■ Work to complete: Restate word for word the lines of the listing below, from its first line through the line with "0 2.5px,transparent 0", without the pictures.

══ Material for the task ══

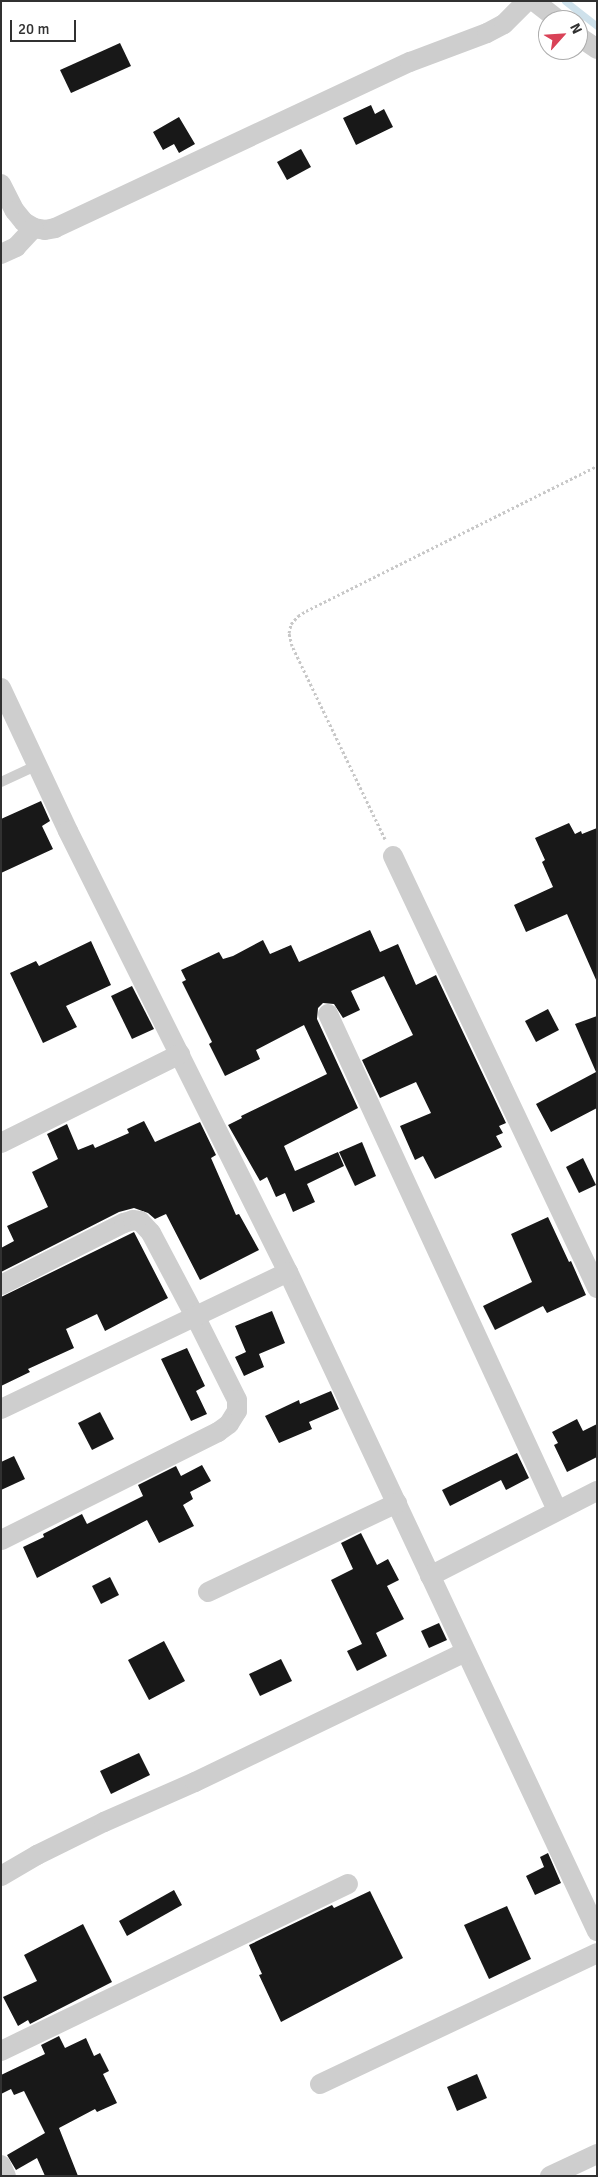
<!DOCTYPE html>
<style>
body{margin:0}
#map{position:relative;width:598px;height:2177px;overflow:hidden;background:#fff;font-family:Signika,sans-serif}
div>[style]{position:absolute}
.stream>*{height:7px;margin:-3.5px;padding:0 3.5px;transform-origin:3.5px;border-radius:3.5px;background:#cee1eb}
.building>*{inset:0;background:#181818}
.path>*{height:3px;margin-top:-1.5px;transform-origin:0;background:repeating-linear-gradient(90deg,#c8c8c8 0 2.5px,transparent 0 5px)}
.service>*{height:10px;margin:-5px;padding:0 5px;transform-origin:5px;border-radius:5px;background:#cecece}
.minor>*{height:20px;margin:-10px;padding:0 10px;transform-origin:10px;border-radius:10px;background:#cecece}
span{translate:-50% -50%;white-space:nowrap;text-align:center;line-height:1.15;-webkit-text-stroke:5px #fff;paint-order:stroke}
.frame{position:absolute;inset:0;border:2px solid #313131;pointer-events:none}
.north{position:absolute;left:538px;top:10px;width:50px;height:50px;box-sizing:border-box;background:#fff;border:1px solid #adadad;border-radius:50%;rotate:64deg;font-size:14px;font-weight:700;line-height:20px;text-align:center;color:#313131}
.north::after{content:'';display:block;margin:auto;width:18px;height:22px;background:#d94257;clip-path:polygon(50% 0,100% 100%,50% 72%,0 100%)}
.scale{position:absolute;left:10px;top:20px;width:66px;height:22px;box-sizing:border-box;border:2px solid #313131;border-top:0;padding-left:6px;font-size:15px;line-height:18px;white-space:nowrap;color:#313131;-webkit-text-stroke:4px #fff;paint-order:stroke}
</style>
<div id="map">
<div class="stream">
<i style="left:565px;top:1px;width:41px;rotate:38deg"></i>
</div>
<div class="building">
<i style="clip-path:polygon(120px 43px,131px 66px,71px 93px,60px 70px)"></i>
<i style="clip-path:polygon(371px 105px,375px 114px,384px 109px,393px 127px,356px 145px,343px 118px)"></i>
<i style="clip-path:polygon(179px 117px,195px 144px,179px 153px,174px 144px,163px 150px,153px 132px)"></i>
<i style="clip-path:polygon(301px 149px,311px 167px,287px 180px,277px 162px)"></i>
<i style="clip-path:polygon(41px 801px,50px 821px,42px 826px,53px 849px,1px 873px,1px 819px)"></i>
<i style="clip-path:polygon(569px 823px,575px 834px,581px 831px,582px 834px,597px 828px,597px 982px,567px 914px,526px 932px,514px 905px,553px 887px,542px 862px,545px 860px,535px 838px)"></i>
<i style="clip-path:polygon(370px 930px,380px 952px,398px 944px,416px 985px,436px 975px,506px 1123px,499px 1126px,503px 1133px,496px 1136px,502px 1147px,435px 1179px,423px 1156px,415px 1160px,400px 1126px,431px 1113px,416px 1082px,380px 1098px,362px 1060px,413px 1035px,384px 976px,351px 991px,360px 1010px,343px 1018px,334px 1004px,323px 1003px,318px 1008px,317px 1019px,358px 1108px,284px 1146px,295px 1171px,338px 1152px,344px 1166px,307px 1184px,315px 1202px,293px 1212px,285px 1193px,276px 1197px,267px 1177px,260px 1181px,228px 1125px,242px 1118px,241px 1116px,327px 1074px,304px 1025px,256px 1050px,260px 1059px,225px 1076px,209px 1044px,212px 1042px,182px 982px,186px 980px,181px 970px,219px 952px,223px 959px,233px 956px,263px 940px,270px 954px,291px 945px,299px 962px)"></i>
<i style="clip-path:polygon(91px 941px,111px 985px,66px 1006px,77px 1027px,43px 1043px,10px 973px,36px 961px,39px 966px)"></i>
<i style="clip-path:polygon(132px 986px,154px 1029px,132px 1039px,111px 996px)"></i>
<i style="clip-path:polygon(548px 1009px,559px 1030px,536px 1042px,525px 1021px)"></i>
<i style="clip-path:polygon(597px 1016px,597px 1108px,551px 1132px,536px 1104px,596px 1072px,575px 1024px)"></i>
<i style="clip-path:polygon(144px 1121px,155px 1142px,200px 1122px,216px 1155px,211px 1158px,236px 1215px,239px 1214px,259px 1250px,200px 1280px,166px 1214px,155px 1219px,148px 1213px,134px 1208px,119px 1212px,1px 1272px,1px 1248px,14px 1241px,7px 1226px,48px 1207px,32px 1172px,58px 1159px,47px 1134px,67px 1124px,78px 1150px,93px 1144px,95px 1148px,129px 1133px,127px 1129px)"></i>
<i style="clip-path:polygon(362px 1142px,376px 1176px,355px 1186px,339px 1152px)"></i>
<i style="clip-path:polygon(583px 1158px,596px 1185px,579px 1193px,566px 1167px)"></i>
<i style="clip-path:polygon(548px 1217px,569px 1262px,571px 1261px,586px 1295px,547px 1313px,543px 1306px,495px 1330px,483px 1306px,532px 1282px,511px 1234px)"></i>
<i style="clip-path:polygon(134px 1232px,168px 1298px,105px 1331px,97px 1314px,66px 1329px,74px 1348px,28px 1369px,30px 1372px,1px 1386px,1px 1297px)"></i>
<i style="clip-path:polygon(272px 1311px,285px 1343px,259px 1354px,264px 1367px,244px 1376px,235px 1357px,246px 1352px,235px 1326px)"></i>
<i style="clip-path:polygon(187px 1348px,205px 1386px,196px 1391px,207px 1414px,191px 1421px,161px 1359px)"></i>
<i style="clip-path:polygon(331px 1391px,339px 1409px,309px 1422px,312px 1429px,279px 1443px,265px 1416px,299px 1400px,300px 1404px)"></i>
<i style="clip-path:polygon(100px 1412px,114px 1439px,92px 1450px,78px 1423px)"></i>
<i style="clip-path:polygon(577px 1419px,583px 1431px,597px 1424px,597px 1457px,567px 1472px,554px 1445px,558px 1443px,552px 1432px)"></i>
<i style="clip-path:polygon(517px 1453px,529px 1478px,506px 1490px,501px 1480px,450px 1506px,442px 1490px)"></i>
<i style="clip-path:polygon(14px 1456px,25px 1479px,1px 1490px,1px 1462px)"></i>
<i style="clip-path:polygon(202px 1465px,211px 1481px,190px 1492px,193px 1499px,183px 1505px,194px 1526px,159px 1543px,147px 1520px,37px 1578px,23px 1547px,44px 1537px,43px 1534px,82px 1514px,87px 1524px,143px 1496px,138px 1485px,176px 1466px,181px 1476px)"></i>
<i style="clip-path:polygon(361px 1533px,377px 1565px,388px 1559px,399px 1580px,387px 1586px,404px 1619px,376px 1633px,387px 1656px,357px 1671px,347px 1651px,362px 1644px,331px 1580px,353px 1569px,341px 1543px)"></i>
<i style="clip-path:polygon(110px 1577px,119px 1595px,101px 1604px,92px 1586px)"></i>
<i style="clip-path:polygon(439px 1623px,447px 1640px,429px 1648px,421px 1631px)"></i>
<i style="clip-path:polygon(164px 1641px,185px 1681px,149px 1700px,128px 1660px)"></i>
<i style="clip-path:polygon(281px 1659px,292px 1681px,260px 1696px,249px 1674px)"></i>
<i style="clip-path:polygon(139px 1753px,150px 1775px,111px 1794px,100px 1771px)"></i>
<i style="clip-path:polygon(548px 1853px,561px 1883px,535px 1895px,526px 1876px,544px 1867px,540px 1857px)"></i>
<i style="clip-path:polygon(174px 1890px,182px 1905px,127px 1936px,119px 1921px)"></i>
<i style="clip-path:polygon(370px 1891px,403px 1958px,281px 2022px,259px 1975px,262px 1974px,249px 1945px,332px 1905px,334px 1908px)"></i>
<i style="clip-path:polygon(507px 1906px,531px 1959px,489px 1979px,464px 1925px)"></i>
<i style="clip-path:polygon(83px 1924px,112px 1982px,30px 2024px,28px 2020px,18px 2026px,3px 1997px,37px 1981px,24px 1955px)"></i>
<i style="clip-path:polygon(59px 2036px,65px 2048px,86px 2038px,94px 2056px,100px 2053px,109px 2071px,103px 2074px,117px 2103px,97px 2112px,95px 2109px,59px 2128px,78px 2176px,45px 2176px,37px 2158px,16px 2170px,7px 2155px,45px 2133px,24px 2091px,14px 2095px,11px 2089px,1px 2094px,1px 2075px,45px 2054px,41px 2045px)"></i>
<i style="clip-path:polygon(477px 2074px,487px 2098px,457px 2111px,447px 2087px)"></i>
</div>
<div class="path">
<i style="left:385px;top:839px;width:214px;rotate:-115.7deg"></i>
<i style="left:292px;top:646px;width:13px;rotate:-103deg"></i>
<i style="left:289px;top:633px;width:9px;rotate:-77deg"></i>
<i style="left:291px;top:624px;width:11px;rotate:-49deg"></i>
<i style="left:298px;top:616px;width:9px;rotate:-32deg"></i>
<i style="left:306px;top:611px;width:325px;rotate:-26.5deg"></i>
</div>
<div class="service">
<i style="left:1px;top:782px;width:40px;rotate:-25deg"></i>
</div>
<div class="minor">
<i style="left:534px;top:1px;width:31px;rotate:38deg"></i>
<i style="left:578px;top:36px;width:23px;rotate:34deg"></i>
<i style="left:1px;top:184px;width:30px;rotate:63deg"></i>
<i style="left:15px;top:211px;width:14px;rotate:51deg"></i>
<i style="left:24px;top:222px;width:12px;rotate:31deg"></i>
<i style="left:34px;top:228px;width:11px;rotate:10deg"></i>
<i style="left:45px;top:230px;width:10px;rotate:-11deg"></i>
<i style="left:55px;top:228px;width:392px;rotate:-25.1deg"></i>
<i style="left:410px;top:62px;width:82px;rotate:-20.6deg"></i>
<i style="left:487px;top:33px;width:19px;rotate:-28deg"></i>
<i style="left:504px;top:24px;width:33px;rotate:-45deg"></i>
<i style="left:1px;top:254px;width:17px;rotate:-25deg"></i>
<i style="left:16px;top:247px;width:26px;rotate:-47deg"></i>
<i style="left:1px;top:688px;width:158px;rotate:64.9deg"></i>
<i style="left:68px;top:831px;width:493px;rotate:63.5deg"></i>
<i style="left:288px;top:1272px;width:728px;rotate:64.88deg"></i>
<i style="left:393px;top:856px;width:478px;rotate:64.7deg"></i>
<i style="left:328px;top:1014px;width:546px;rotate:65.22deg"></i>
<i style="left:1px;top:1143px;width:200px;rotate:-26.4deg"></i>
<i style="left:1px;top:1285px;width:138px;rotate:-26.8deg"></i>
<i style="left:124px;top:1223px;width:9px;rotate:-18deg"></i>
<i style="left:133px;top:1220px;width:7px;rotate:8deg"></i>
<i style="left:140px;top:1221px;width:16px;rotate:47deg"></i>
<i style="left:151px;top:1233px;width:94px;rotate:62.1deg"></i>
<i style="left:195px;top:1316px;width:94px;rotate:63.4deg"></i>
<i style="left:237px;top:1400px;width:11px;rotate:90deg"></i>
<i style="left:237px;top:1411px;width:15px;rotate:122deg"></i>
<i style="left:229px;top:1424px;width:14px;rotate:144deg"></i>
<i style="left:218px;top:1432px;width:242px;rotate:153.5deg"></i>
<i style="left:1px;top:1409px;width:318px;rotate:-25.5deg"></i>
<i style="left:430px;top:1576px;width:187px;rotate:-27deg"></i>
<i style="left:208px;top:1592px;width:209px;rotate:-25.2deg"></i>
<i style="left:1px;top:1876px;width:42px;rotate:-30.3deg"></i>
<i style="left:37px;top:1855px;width:75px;rotate:-26.2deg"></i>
<i style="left:104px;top:1822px;width:99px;rotate:-23.7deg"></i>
<i style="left:195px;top:1782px;width:300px;rotate:-25.7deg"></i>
<i style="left:1px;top:2051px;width:385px;rotate:-25.7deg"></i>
<i style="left:320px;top:2084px;width:306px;rotate:-25.3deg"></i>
<i style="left:1px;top:2165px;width:12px;rotate:66deg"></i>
<i style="left:550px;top:2176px;width:52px;rotate:-25.1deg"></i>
</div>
<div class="frame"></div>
<div class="north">N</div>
<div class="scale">20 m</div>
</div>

═══

■ Answer section:
<!DOCTYPE html>
<style>
body{margin:0}
#map{position:relative;width:598px;height:2177px;overflow:hidden;background:#fff;font-family:Signika,sans-serif}
div>[style]{position:absolute}
.stream>*{height:7px;margin:-3.5px;padding:0 3.5px;transform-origin:3.5px;border-radius:3.5px;background:#cee1eb}
.building>*{inset:0;background:#181818}
.path>*{height:3px;margin-top:-1.5px;transform-origin:0;background:repeating-linear-gradient(90deg,#c8c8c8 0 2.5px,transparent 0 5px)}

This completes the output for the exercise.